## Exercise brief
Copy every line of the entries that has the string "John" in it.

___ Provided material

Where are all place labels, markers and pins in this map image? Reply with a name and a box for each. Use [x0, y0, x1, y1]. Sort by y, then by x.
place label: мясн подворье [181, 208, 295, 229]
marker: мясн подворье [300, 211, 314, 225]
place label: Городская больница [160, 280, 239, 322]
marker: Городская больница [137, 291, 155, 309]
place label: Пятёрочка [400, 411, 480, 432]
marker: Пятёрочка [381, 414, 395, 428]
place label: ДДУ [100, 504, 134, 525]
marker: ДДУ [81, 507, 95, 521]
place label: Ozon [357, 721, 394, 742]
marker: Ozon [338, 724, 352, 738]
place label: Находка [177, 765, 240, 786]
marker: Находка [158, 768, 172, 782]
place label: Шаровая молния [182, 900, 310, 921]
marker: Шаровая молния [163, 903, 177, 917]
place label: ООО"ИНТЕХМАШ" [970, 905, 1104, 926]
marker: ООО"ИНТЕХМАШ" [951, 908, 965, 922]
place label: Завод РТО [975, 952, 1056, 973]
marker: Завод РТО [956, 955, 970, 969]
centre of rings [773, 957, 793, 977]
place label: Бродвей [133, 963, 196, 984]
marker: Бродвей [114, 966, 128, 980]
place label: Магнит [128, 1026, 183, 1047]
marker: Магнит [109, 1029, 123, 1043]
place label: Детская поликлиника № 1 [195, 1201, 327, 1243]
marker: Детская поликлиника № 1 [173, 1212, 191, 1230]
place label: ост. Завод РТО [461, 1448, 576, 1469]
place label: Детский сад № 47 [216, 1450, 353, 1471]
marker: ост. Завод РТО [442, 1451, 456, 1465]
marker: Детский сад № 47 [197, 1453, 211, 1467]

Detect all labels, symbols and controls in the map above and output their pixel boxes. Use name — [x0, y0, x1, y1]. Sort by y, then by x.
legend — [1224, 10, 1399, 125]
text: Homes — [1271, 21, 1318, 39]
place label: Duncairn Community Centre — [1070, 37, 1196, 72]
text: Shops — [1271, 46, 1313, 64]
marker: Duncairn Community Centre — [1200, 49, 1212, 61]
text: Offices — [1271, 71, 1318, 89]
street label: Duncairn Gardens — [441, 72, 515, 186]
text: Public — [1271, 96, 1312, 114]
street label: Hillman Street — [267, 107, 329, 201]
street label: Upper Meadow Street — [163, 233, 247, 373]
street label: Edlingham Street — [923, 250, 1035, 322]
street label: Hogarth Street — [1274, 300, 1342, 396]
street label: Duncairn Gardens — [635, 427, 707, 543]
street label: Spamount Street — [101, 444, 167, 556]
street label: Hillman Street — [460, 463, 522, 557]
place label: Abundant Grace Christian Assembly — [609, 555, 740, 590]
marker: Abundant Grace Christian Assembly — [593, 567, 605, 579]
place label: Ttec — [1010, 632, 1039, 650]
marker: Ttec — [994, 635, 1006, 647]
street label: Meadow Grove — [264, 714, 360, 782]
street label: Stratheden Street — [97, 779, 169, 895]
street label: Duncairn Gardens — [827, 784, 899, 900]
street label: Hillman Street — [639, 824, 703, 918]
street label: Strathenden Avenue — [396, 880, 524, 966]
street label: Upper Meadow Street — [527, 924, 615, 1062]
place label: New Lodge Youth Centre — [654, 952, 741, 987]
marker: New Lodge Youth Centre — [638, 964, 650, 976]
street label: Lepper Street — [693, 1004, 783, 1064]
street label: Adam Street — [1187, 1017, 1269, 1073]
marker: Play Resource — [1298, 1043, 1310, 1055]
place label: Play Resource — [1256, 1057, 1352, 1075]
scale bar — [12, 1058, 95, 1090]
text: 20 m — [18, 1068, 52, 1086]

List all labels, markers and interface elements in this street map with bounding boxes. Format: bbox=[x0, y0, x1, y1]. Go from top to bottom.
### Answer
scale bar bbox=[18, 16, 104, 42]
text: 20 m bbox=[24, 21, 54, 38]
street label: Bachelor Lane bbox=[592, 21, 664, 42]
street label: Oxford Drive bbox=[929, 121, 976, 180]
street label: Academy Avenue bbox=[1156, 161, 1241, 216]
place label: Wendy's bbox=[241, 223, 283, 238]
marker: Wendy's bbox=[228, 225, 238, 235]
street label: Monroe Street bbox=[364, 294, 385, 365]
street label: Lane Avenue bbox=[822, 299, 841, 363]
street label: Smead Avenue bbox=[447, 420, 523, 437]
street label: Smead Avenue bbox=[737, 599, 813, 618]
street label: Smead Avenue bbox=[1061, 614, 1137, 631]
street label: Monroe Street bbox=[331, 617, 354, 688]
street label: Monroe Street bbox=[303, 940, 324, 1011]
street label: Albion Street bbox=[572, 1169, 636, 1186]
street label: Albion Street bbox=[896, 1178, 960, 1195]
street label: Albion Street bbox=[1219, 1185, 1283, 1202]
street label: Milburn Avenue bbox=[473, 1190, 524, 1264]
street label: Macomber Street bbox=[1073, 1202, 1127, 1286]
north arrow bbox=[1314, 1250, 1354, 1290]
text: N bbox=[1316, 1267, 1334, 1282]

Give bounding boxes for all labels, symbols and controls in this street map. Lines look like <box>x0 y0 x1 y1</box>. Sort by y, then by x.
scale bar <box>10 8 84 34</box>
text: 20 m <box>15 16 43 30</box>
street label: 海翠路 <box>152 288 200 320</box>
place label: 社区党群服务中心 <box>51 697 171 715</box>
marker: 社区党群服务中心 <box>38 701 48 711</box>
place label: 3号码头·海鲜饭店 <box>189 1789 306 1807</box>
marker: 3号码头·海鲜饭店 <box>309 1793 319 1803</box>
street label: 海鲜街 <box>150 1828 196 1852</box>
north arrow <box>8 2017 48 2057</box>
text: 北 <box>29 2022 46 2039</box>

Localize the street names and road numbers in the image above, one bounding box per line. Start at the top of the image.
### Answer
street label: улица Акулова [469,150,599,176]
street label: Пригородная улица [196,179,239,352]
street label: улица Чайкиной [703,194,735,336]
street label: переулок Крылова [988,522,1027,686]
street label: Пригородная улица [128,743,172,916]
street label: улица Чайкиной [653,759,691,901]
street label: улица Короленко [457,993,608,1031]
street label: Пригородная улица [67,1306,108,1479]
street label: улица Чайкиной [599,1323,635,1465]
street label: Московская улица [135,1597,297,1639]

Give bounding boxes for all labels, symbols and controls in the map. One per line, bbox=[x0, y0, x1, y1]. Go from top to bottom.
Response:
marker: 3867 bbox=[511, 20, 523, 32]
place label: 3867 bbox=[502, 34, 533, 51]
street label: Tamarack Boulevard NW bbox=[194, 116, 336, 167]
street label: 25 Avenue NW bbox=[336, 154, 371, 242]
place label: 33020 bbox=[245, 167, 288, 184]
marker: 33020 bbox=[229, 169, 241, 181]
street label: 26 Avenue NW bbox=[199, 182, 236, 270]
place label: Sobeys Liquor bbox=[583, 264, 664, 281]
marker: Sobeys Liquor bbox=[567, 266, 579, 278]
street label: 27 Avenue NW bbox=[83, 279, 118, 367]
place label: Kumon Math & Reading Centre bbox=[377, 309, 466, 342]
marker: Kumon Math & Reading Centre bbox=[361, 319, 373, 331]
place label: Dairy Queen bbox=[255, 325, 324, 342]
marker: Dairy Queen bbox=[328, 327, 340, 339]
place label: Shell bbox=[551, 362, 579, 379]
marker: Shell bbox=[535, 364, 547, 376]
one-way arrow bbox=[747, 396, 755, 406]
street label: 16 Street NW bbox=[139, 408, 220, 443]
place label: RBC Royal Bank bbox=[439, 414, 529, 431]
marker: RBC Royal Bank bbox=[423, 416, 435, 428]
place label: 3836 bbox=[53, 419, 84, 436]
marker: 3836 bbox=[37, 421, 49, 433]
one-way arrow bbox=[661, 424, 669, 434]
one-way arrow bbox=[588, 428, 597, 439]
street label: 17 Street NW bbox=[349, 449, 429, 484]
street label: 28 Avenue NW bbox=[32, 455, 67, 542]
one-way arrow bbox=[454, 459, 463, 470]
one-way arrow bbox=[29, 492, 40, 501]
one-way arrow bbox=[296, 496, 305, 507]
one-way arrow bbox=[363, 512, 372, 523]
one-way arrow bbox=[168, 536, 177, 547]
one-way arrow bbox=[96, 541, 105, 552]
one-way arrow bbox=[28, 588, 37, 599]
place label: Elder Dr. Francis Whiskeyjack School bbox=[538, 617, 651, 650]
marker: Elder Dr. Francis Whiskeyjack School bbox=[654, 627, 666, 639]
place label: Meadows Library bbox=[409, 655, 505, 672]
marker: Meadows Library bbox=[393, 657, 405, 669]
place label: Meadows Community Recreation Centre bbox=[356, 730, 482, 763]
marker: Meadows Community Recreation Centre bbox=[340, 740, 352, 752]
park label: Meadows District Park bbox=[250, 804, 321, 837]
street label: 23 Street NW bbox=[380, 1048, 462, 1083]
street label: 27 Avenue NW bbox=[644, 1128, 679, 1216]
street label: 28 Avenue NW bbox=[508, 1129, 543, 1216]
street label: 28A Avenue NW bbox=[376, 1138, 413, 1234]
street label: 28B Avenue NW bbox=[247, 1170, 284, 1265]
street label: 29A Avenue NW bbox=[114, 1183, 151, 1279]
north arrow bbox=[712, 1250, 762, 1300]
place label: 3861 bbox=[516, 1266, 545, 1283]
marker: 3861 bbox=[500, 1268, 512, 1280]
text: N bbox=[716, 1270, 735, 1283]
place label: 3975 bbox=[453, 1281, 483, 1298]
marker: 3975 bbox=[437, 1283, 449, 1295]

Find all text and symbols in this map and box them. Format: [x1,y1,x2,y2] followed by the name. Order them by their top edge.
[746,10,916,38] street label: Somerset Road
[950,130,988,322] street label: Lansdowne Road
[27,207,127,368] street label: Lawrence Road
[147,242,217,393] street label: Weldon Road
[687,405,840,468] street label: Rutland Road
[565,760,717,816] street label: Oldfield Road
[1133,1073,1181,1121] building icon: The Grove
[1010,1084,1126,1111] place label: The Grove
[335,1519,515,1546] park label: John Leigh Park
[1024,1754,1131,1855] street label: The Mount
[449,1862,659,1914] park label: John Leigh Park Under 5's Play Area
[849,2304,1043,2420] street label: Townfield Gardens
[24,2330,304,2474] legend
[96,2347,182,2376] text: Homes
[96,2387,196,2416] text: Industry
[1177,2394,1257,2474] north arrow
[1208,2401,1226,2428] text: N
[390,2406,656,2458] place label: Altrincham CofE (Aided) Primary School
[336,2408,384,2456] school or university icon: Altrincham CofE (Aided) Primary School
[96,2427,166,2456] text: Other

______

## Response to this task
[335,1519,515,1546] park label: John Leigh Park
[449,1862,659,1914] park label: John Leigh Park Under 5's Play Area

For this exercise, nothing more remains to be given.